▶ Stored records:
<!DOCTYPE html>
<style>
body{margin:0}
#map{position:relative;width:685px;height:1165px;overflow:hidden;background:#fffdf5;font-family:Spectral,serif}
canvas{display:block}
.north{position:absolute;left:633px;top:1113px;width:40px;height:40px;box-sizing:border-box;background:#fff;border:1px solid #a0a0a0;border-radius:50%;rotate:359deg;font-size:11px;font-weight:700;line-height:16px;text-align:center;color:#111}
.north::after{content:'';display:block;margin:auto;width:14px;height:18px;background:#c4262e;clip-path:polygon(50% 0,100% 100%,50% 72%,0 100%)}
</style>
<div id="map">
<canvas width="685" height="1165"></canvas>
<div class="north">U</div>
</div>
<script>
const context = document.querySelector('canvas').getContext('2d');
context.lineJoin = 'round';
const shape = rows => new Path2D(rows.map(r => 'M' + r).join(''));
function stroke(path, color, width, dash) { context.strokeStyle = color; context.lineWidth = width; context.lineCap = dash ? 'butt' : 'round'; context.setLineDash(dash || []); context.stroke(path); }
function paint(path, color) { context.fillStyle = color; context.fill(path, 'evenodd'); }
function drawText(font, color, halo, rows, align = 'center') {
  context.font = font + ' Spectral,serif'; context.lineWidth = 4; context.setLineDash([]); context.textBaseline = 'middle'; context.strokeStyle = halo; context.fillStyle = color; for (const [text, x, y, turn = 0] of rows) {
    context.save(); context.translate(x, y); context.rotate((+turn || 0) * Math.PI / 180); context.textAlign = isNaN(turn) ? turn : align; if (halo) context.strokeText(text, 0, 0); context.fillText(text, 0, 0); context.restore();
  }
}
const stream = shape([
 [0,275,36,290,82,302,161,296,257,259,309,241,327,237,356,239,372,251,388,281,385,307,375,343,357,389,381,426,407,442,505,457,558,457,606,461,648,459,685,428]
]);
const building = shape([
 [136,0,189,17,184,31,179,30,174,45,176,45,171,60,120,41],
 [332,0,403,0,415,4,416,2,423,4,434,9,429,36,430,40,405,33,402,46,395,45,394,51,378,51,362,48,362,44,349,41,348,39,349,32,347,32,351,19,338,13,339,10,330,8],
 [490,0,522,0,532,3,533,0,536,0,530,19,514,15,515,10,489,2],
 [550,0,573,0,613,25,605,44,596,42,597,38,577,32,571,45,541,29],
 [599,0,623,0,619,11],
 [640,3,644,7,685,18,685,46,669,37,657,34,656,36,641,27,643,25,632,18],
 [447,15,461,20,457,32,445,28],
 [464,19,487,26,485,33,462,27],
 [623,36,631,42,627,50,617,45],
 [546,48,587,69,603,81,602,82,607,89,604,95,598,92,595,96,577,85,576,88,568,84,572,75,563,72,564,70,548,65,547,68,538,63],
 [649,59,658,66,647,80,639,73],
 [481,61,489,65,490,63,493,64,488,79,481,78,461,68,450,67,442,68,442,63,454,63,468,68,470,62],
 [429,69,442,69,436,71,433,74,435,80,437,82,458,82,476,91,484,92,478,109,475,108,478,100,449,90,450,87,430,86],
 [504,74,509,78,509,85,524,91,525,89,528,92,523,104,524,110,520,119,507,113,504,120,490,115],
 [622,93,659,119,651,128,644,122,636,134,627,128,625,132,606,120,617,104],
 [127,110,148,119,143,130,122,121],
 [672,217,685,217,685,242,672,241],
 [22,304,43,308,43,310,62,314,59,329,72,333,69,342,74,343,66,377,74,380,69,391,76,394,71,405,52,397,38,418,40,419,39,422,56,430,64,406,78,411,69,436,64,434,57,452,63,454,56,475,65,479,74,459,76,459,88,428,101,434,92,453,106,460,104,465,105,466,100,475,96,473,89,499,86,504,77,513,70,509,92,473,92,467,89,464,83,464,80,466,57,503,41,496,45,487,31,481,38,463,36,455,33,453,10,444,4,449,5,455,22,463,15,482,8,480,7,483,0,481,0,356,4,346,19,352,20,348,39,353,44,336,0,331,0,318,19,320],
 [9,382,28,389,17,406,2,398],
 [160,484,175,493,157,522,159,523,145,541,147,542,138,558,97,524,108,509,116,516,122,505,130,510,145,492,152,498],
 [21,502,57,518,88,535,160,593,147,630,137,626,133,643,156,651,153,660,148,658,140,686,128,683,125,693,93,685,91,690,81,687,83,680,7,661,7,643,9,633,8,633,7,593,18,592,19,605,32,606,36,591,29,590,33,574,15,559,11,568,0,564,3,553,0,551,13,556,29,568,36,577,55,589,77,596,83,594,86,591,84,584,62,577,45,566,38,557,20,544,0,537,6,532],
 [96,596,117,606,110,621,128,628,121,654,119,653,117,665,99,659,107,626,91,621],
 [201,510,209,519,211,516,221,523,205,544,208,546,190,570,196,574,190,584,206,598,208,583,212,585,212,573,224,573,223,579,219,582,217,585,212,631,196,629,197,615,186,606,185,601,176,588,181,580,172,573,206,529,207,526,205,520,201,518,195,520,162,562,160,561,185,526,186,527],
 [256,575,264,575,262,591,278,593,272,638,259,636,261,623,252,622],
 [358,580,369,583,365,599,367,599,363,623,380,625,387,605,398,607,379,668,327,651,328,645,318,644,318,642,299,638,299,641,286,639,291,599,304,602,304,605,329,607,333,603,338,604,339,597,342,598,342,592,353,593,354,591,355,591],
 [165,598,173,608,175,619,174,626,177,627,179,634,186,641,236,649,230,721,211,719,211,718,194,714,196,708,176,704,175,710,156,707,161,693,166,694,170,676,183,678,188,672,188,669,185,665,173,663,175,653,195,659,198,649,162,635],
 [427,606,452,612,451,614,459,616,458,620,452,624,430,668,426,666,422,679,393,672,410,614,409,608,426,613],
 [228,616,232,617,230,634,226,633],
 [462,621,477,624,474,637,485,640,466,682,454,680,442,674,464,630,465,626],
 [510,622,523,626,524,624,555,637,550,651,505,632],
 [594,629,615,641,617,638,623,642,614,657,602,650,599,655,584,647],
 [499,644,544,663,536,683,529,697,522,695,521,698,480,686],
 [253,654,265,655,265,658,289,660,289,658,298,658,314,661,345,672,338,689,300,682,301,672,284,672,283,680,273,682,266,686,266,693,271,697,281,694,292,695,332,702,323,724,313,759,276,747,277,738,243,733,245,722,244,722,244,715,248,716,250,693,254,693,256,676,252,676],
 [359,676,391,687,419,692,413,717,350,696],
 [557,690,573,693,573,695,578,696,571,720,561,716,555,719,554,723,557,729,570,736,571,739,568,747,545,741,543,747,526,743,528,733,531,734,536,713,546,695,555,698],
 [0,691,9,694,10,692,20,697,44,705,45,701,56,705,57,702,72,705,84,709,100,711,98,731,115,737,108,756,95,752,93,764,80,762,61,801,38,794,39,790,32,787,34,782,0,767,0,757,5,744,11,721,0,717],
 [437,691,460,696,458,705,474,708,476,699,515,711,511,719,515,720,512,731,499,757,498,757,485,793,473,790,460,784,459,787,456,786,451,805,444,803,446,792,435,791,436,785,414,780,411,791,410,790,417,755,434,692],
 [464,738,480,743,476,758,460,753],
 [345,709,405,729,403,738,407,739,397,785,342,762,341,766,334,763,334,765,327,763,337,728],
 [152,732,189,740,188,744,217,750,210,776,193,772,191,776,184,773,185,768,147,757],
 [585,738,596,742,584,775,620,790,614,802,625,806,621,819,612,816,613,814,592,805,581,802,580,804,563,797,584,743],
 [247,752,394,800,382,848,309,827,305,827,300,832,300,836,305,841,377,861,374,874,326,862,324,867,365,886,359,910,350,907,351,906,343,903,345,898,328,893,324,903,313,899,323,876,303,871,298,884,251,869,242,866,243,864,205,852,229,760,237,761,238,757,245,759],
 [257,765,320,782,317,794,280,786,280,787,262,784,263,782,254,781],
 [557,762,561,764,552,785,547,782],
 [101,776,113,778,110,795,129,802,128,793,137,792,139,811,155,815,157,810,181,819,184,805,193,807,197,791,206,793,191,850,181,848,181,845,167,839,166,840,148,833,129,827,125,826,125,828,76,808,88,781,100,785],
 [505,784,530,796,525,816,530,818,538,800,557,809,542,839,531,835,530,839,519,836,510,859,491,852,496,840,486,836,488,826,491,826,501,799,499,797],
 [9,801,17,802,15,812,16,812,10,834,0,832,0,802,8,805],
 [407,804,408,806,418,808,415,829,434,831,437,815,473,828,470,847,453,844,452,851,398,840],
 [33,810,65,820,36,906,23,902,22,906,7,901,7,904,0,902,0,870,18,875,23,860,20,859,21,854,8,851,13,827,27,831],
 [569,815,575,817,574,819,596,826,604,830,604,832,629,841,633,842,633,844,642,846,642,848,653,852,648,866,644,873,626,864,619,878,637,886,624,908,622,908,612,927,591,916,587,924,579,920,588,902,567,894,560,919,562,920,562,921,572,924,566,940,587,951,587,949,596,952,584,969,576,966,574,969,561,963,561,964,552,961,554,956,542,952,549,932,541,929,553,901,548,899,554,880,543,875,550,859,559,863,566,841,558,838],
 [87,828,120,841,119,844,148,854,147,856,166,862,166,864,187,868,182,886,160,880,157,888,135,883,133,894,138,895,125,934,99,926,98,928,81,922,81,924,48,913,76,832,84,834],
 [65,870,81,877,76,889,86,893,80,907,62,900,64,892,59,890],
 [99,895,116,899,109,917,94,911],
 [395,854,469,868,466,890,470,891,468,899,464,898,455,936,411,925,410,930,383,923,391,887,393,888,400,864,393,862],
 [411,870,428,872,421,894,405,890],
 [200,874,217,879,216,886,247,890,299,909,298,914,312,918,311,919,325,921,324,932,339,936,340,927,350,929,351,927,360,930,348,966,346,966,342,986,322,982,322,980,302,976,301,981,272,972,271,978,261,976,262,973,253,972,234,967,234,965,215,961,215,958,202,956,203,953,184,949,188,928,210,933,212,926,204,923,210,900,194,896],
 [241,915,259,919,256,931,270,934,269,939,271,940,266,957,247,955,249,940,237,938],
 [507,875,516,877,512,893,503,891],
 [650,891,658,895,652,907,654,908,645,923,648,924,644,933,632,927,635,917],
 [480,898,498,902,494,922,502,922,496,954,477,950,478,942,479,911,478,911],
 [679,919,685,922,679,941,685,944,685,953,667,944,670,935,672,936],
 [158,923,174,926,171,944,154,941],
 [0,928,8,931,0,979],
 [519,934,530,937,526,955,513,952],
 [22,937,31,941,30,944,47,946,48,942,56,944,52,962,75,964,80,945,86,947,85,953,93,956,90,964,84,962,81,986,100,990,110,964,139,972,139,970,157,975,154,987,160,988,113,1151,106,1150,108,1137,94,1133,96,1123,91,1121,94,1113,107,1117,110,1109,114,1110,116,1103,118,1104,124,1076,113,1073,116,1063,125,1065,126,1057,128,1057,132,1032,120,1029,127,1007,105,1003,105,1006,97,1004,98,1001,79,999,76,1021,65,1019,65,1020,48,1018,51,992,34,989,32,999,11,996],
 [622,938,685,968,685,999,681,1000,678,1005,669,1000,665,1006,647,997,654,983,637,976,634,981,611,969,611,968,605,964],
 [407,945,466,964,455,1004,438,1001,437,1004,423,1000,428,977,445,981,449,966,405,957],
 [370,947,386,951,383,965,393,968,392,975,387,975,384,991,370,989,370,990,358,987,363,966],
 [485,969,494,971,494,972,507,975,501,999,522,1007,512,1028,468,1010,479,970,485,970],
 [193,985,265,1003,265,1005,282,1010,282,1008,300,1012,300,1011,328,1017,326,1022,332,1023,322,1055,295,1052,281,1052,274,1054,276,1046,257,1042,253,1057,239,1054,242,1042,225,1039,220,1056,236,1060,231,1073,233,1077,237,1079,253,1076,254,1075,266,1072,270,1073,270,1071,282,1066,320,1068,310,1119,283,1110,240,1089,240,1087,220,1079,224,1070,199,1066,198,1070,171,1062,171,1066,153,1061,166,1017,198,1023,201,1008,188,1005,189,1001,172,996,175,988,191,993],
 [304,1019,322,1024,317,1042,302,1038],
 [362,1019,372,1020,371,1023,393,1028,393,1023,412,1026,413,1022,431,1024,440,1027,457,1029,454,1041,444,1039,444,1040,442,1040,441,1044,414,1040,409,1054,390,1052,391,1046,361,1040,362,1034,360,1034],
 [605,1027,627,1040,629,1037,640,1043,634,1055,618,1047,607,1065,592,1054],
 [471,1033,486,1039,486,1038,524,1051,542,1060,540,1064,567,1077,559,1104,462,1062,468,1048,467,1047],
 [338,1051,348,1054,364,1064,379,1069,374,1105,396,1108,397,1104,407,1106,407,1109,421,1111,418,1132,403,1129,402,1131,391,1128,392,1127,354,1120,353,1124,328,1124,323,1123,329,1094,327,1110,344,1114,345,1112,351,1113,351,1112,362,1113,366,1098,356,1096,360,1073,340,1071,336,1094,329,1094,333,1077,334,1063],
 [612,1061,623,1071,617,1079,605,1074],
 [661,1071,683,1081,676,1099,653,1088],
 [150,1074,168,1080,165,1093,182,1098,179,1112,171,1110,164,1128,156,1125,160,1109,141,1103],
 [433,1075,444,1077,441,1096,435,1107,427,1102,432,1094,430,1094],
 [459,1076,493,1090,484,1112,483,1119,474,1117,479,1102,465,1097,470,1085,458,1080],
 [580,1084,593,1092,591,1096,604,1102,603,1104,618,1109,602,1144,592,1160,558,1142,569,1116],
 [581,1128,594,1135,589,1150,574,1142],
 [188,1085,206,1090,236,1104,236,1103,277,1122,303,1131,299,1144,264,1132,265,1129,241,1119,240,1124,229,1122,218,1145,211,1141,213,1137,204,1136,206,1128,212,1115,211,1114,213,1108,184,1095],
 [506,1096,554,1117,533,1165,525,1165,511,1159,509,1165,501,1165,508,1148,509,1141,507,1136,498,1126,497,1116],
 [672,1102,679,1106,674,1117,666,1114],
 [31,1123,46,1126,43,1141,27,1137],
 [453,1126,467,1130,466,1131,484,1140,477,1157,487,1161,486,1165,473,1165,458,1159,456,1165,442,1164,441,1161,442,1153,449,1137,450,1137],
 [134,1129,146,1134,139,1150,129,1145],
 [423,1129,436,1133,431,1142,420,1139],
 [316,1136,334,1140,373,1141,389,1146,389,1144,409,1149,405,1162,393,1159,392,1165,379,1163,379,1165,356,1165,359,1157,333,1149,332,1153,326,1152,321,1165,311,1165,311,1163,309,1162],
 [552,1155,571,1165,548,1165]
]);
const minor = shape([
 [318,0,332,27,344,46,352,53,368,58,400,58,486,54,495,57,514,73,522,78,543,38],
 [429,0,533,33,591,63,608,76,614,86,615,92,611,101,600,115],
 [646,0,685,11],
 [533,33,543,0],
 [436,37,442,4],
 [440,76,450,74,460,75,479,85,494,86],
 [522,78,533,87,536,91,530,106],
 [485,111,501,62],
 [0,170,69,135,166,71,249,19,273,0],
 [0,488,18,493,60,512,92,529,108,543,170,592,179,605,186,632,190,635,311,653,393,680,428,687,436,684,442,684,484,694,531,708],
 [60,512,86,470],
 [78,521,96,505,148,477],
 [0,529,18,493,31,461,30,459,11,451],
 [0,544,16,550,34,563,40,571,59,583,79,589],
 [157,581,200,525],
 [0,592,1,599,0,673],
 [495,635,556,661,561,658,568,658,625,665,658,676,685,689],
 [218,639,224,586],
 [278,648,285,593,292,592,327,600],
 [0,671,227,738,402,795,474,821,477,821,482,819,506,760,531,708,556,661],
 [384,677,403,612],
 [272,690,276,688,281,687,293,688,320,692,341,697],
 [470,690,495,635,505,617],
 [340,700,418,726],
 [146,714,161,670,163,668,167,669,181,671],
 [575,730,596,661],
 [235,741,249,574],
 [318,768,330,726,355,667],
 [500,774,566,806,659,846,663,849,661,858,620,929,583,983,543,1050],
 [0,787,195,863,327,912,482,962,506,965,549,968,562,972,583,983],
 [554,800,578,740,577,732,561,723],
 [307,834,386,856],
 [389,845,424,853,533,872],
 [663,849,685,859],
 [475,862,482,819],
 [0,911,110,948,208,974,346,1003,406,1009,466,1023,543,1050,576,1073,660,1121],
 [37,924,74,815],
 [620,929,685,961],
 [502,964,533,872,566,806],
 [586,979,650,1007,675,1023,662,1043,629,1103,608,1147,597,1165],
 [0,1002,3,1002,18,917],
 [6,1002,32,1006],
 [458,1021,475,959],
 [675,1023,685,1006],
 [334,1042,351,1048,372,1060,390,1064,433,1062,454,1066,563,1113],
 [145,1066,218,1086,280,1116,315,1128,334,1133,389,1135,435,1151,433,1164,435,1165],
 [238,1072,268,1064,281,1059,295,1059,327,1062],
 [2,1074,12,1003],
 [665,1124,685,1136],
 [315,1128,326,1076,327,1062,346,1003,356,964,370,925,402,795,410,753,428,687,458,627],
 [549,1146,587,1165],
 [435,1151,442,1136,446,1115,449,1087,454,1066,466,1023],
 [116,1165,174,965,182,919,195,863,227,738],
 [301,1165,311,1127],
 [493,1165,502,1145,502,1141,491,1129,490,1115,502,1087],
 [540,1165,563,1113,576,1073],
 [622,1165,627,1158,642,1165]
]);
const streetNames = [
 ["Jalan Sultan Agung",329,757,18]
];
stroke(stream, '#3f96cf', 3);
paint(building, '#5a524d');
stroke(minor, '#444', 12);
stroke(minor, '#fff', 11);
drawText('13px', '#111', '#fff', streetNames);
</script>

...

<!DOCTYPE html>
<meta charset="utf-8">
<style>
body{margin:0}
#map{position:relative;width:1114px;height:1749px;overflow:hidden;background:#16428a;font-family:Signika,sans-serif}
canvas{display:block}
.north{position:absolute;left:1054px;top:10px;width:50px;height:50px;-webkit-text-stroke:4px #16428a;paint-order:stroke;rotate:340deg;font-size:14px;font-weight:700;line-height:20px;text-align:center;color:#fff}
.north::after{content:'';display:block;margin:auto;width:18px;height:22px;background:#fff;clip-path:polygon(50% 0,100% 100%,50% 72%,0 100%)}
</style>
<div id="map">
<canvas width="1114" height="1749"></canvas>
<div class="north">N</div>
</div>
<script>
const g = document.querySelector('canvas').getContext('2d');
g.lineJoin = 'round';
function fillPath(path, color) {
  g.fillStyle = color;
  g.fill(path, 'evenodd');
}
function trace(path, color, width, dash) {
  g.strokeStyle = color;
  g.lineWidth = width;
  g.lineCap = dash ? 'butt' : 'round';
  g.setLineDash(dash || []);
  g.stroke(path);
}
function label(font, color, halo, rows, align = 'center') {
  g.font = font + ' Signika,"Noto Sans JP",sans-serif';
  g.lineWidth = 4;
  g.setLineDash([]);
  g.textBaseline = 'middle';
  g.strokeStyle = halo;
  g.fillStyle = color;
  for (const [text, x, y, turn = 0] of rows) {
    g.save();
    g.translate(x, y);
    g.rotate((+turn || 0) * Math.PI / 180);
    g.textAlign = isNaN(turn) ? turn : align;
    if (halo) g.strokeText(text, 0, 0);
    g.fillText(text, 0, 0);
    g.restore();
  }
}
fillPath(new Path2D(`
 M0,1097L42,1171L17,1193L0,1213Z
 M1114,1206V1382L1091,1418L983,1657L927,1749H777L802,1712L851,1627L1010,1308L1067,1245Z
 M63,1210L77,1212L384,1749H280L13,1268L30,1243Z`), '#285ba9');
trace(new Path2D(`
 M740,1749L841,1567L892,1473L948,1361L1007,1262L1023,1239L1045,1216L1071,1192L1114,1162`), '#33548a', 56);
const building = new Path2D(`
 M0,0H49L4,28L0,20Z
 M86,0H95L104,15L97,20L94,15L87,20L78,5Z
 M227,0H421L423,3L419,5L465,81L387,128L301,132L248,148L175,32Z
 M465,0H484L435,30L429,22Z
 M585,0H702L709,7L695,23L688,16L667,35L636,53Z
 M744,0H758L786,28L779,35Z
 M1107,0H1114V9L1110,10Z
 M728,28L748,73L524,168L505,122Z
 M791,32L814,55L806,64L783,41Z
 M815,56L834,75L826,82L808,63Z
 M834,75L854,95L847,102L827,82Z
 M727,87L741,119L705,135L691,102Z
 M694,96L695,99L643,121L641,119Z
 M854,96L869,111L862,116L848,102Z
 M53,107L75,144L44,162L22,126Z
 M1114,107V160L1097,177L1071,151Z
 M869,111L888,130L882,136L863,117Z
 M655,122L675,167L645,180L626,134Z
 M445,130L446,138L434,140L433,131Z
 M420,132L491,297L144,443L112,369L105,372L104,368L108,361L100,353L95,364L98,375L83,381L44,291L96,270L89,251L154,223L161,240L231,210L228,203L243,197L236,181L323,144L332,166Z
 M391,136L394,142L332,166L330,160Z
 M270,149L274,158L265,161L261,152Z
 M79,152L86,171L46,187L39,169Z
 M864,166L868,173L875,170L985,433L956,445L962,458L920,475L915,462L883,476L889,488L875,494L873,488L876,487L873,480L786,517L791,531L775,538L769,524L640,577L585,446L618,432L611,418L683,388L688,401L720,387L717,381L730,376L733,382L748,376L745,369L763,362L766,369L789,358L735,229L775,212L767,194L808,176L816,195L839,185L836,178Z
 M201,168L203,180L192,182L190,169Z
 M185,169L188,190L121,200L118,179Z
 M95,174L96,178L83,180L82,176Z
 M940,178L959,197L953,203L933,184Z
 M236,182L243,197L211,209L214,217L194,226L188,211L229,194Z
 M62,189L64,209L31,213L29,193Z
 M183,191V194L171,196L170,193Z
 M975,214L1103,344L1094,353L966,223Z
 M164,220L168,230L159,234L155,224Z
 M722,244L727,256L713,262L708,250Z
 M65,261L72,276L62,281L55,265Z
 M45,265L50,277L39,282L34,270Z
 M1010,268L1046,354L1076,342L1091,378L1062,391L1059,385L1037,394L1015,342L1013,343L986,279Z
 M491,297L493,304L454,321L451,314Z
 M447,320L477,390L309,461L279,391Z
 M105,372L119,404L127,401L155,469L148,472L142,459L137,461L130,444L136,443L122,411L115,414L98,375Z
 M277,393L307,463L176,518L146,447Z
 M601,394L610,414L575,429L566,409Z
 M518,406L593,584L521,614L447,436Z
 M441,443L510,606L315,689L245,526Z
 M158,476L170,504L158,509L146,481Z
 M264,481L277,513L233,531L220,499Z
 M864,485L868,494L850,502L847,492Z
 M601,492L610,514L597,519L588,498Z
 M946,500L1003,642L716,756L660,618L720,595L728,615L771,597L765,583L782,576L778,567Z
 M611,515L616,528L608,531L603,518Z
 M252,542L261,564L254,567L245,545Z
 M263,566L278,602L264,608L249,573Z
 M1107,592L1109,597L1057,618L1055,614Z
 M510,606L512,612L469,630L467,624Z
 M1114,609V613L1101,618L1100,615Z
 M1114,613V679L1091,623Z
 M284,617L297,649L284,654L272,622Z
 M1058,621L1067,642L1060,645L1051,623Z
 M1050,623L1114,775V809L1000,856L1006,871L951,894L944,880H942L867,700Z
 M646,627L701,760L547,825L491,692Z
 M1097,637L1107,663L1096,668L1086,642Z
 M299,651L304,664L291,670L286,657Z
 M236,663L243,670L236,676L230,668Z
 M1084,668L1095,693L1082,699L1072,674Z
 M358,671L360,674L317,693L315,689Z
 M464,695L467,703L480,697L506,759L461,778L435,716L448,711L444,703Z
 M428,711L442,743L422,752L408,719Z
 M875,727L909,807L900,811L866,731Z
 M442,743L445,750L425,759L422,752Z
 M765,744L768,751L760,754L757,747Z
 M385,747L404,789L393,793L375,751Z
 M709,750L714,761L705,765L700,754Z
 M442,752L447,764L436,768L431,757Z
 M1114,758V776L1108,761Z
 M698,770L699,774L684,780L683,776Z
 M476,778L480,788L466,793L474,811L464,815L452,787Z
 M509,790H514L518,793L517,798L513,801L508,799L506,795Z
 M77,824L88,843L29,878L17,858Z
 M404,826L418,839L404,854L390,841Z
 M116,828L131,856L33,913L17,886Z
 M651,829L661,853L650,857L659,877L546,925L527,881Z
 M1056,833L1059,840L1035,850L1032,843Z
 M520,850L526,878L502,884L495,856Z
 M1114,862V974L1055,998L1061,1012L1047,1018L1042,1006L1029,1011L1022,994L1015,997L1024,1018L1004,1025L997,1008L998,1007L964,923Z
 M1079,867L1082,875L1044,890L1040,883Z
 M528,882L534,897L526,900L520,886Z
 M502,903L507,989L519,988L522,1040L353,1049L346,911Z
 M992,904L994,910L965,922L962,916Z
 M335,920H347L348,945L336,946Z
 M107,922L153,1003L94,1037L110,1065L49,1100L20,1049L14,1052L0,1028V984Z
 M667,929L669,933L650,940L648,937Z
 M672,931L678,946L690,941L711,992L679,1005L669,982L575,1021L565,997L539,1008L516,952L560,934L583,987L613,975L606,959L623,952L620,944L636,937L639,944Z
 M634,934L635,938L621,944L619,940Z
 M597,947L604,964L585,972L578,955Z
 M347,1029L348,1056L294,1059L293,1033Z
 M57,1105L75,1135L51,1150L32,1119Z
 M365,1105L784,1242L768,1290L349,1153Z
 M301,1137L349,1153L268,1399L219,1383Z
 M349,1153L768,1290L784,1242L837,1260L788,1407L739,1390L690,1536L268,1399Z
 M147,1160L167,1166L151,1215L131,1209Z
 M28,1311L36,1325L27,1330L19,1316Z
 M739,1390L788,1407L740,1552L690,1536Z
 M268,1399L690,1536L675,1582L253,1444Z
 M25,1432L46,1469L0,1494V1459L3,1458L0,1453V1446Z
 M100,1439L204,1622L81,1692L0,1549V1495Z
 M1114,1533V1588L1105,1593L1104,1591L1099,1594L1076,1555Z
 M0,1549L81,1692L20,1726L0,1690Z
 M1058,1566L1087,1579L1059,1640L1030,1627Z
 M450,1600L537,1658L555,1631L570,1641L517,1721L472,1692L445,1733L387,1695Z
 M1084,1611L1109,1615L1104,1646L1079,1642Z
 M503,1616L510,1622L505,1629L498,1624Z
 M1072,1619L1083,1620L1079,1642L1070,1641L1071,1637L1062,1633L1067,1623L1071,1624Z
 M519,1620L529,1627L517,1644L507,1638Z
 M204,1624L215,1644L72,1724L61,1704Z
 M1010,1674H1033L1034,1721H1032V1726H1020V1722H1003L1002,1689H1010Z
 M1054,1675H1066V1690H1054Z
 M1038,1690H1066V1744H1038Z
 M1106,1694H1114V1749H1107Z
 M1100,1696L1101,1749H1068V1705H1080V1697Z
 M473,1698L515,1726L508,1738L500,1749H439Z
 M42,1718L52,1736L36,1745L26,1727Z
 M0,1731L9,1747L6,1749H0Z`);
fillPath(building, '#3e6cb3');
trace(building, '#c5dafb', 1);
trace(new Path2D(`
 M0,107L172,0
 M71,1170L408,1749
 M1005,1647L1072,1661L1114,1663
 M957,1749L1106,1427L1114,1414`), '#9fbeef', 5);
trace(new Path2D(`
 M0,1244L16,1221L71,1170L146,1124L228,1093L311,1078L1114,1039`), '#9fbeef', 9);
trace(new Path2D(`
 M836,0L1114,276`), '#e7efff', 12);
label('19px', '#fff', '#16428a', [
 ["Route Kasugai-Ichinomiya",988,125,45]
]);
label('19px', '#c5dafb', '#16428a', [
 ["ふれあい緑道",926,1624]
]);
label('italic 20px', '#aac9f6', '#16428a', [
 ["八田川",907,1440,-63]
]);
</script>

▶ Task goal: All that belongs in your answer is the stretch of entries above from the line with "g.setLineDash(dash || []);" through the line with "g.strokeStyle = halo;", printed exactly.

▶ Solution:
  g.setLineDash(dash || []);
  g.stroke(path);
}
function label(font, color, halo, rows, align = 'center') {
  g.font = font + ' Signika,"Noto Sans JP",sans-serif';
  g.lineWidth = 4;
  g.setLineDash([]);
  g.textBaseline = 'middle';
  g.strokeStyle = halo;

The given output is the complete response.